If markets are about information, then physics should be able to help…
One very attractive emerging application of ideas from physics to economics concerns the place of information. Friedrich Hayek stressed the compelling insight that one can think of a market as a mechanism for aggregating information – but a physicist should understand that information is something that can be quantified, and (via Shannon’s theory) that there are hard limits on how much information can transmitted in a physical system . Jason Smith’s research programme builds on this insight to analyse markets in terms of an information equilibrium[1].
Some criticisms of econophysics
How significant is econophysics? A critique from some (rather heterodox) economists – Worrying trends in econophysics – is now more than a decade old, but still stings (see also this commentary from the time from Cosma Shalizi – Why Oh Why Can’t We Have Better Econophysics? ). Some of the criticism is methodological – and could be mostly summed up by saying, just because you’ve got a straight bit on a log-log plot doesn’t mean you’ve got a power law. Some criticism is about the norms of scholarship – in brief: read the literature and stop congratulating yourselves for reinventing the wheel.

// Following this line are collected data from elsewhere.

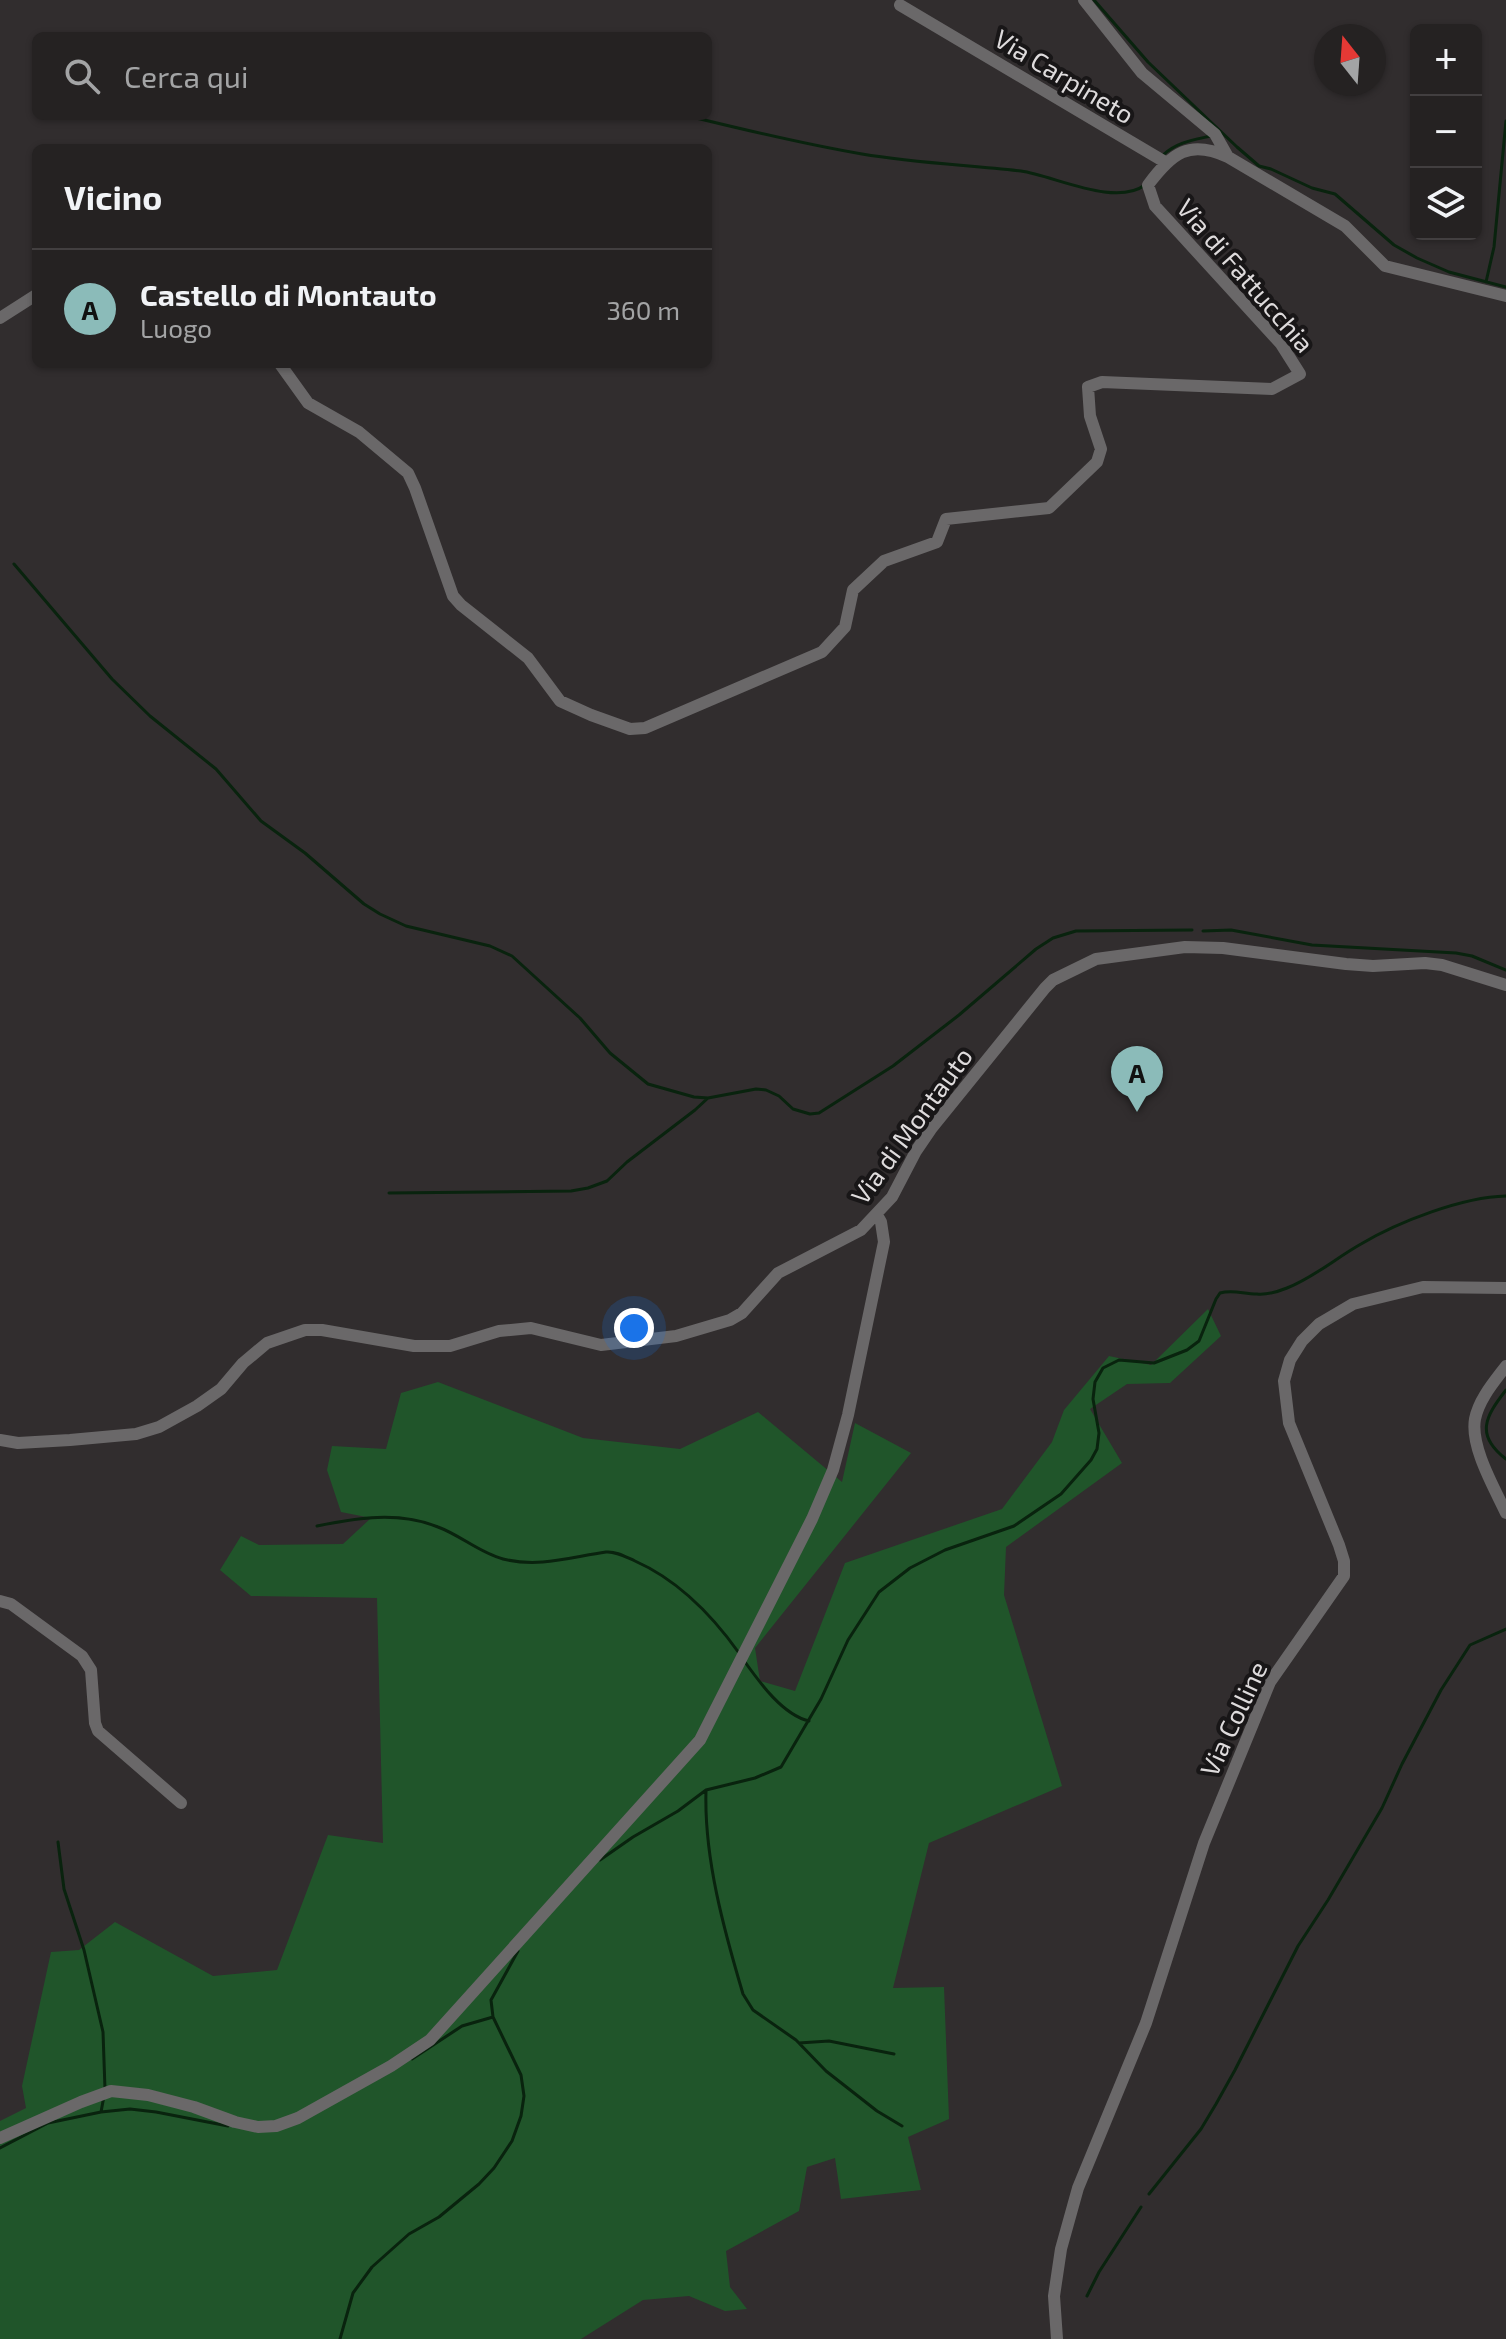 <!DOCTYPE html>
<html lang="it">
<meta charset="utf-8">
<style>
:root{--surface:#252222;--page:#312f2f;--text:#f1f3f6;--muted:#a3a4a5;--line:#423f40;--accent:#8bbbb9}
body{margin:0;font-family:"Exo 2",sans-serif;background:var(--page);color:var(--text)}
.controls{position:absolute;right:24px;top:24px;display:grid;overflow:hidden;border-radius:12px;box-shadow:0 2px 6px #0004}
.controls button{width:72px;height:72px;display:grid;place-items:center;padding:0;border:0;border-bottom:2px solid var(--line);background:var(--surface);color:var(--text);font:40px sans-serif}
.compass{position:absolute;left:1314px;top:24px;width:72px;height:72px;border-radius:50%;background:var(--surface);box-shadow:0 2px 6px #0004;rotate:343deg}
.you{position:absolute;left:634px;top:1328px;width:28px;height:28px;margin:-20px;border:6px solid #fff;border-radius:50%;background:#1a73e8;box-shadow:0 0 0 12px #1a73e833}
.badge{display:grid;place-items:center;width:52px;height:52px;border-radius:50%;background:var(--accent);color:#111;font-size:26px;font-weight:700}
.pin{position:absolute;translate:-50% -66px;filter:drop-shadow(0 2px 4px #0008)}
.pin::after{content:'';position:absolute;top:42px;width:28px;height:24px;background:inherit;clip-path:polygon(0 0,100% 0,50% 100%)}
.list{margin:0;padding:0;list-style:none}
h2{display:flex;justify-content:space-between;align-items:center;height:104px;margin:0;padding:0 32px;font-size:34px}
h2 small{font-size:26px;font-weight:400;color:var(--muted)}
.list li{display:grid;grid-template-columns:52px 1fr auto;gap:24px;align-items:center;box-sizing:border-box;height:120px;padding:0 32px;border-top:2px solid var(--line)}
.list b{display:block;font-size:30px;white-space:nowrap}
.list p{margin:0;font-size:26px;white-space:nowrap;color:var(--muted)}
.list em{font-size:26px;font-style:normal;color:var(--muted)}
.icon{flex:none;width:44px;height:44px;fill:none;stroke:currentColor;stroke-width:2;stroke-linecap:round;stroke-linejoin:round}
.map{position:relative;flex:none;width:1506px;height:2339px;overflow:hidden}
.search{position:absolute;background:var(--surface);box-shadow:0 2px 6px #0004;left:32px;top:32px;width:680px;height:88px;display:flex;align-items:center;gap:20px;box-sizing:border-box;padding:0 28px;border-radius:12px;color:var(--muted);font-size:30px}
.panel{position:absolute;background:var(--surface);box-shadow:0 2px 6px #0004;left:32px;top:144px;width:680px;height:224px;border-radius:12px}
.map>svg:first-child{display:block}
.green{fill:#20552a}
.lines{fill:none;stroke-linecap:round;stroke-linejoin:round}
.stream{stroke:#09230e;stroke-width:3}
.minor{stroke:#6a6869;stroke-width:12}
.labels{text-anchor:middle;stroke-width:8;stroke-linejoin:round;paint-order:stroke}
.street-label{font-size:26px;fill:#dedbdc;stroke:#181617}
</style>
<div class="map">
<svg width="1506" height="2339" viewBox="0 0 1506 2339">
<rect width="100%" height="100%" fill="#312d2e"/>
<!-- green -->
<path class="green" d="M1208 1309 1221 1336 1170 1383 1127 1384 1090 1409 1122 1463 1006 1547 1004 1595 1062 1786 929 1843 893 1988 944 1987 949 2119 908 2137 921 2190 841 2199 835 2158 807 2167 799 2211 726 2251 730 2287 747 2309 725 2311 689 2296 643 2300 581 2339H0V2121L26 2108 22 2086 51 1952 79 1950 115 1922 213 1976 277 1970 328 1835 383 1843 377 1598 251 1596 220 1570 241 1536 259 1545 343 1544 371 1518 341 1512 327 1470 332 1446 386 1449 401 1393 438 1382 583 1438 680 1449 758 1412 842 1482 855 1423 911 1453 755 1648 760 1681 795 1691 845 1563 1002 1509 1052 1442 1064 1410 1109 1356 1151 1365Z"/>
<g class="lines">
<!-- stream -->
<path class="stream" d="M1094 0 1148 62 1237 147 1259 166 1271 169 1312 188 1335 194 1394 245 1417 258 1449 272 1506 287
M688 116C745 130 803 144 862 154 915 163 968 165 1021 171 1055 176 1115 207 1145 185
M1163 155C1177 142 1193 140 1211 136
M1486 282 1494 247 1506 121
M14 564 112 679 150 716 216 769 261 821 305 853 364 904 380 914 406 926 490 946 512 956 580 1018 610 1053 648 1084 694 1097 708 1098 756 1089 766 1090 779 1096 793 1109 810 1114 819 1113 893 1066 959 1015 1036 949 1053 938 1076 931 1192 930
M1203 931 1231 930 1312 945 1456 953 1472 956 1506 970
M389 1193 571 1191 588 1188 607 1181 627 1162 695 1110 708 1098
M1506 1390C1485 1417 1475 1435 1506 1459
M317 1526C357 1518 398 1511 438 1527 460 1535 480 1553 503 1559 539 1568 571 1557 606 1552 616 1551 626 1557 635 1561 678 1580 712 1615 739 1653
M745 1662C760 1683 783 1715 809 1721
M706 1791C704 1858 724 1930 743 1994L753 2010 796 2040 826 2071 877 2111 902 2126
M58 1842 64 1889 84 1950 103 2032 105 2089
M600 1860 633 1837 678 1811 706 1790 755 1778 781 1767 821 1699 848 1640 879 1592 910 1568 945 1550 1014 1526 1061 1494 1091 1460 1097 1449 1099 1433 1093 1399 1095 1382 1103 1368 1119 1360 1154 1363 1187 1350 1199 1341 1216 1299 1220 1293C1233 1289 1243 1294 1257 1294 1267 1295 1277 1292 1287 1288 1313 1278 1336 1258 1361 1244 1398 1222 1462 1197 1506 1196
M799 2043 829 2041 894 2054
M412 2059 462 2026 493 2017
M101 2112 104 2096
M0 2148 48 2123 101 2112 130 2109 156 2112 228 2126
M1149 2194 1201 2129 1216 2104 1235 2070 1298 1946 1328 1900 1382 1808 1402 1764 1441 1690 1470 1645 1506 1629
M1087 2296 1099 2272 1141 2207
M340 2339 353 2293 372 2267 409 2234 439 2217 479 2184 494 2168 512 2141 521 2116 524 2096 521 2075 493 2017 491 2000 518 1951"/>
<!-- minor -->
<path class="minor" d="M1084 0 1142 73 1215 134 1228 157
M900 5 1165 162
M0 318 36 295
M280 364 308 403 359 432 408 473 415 488 453 596 461 605 528 658 560 701 591 715 630 729 645 728 822 652 845 627 853 590 884 561 937 542 946 519 1049 508 1097 462 1101 449 1090 416 1088 387 1102 382 1272 389 1300 374 1281 344 1155 206 1148 185C1172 153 1189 139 1228 157L1345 226 1385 266 1506 296
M1506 1366C1494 1382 1479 1399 1475 1419 1470 1447 1495 1489 1506 1513
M0 1440 18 1443 70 1440 136 1434 159 1427 197 1406 221 1389 243 1363 267 1343 305 1330H322L414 1346H450L499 1331 531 1328 601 1345 676 1336 730 1320 742 1313 778 1273 861 1230 892 1197 916 1151 931 1129 1045 988 1053 980 1096 959 1185 947 1223 948 1346 964 1373 966 1425 963 1442 965 1506 985
M0 1601 11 1604 82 1656 91 1670 95 1723 98 1731 181 1803
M0 2138 81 2102 111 2091 148 2095 194 2107 235 2122 258 2127 276 2126 298 2118 391 2066 430 2040 700 1740 812 1519 833 1470 848 1415 884 1242 881 1222 877 1215
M1057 2339 1054 2296 1061 2249 1078 2188 1146 2023 1204 1843 1270 1682 1344 1576V1561L1339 1545 1289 1423 1284 1381 1290 1360 1302 1341 1319 1324 1353 1304 1423 1287 1506 1288"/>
</g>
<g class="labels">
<!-- street labels -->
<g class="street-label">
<text transform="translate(1064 77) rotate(31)" y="9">Via Carpineto</text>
<text transform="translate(1245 276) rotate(49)" y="9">Via di Fattucchia</text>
<text transform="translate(912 1126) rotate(-54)" y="9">Via di Montauto</text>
<text transform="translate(1234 1719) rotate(-65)" y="9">Via Colline</text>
</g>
</g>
</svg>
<div class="controls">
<button>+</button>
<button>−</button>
<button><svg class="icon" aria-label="layers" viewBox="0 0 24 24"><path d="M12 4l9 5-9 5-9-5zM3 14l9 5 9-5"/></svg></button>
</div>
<svg class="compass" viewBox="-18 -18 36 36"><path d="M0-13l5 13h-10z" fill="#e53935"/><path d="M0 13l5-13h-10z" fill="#a3a4a5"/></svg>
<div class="you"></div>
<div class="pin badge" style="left:1137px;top:1112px">A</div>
<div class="search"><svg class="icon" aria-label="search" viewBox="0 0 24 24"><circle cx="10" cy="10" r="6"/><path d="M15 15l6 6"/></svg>Cerca qui</div>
<section class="panel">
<h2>Vicino<small></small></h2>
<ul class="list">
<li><span class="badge">A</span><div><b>Castello di Montauto</b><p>Luogo</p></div><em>360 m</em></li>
</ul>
</section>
</div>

But the most compelling criticism of all is about the choice of problem that econophysics typically takes. Most attention has been focused on the behaviour of financial markets, not least because these provide a wealth of detailed data to analyse. But there’s more to the economy – much, much more – than the financial markets. More generally, the areas of economics that physicists have tended to apply themselves to have been about exchange, not production – studying how a fixed pool of resources can be allocated, not how the size of the pool can be increased.
[1] For a more detailed motivation of this line of reasoning, see this commentary, also from Cosma Shalizi on Francis Spufford’s great book “Red Plenty” – “In Soviet Union, Optimization Problem Solves You”.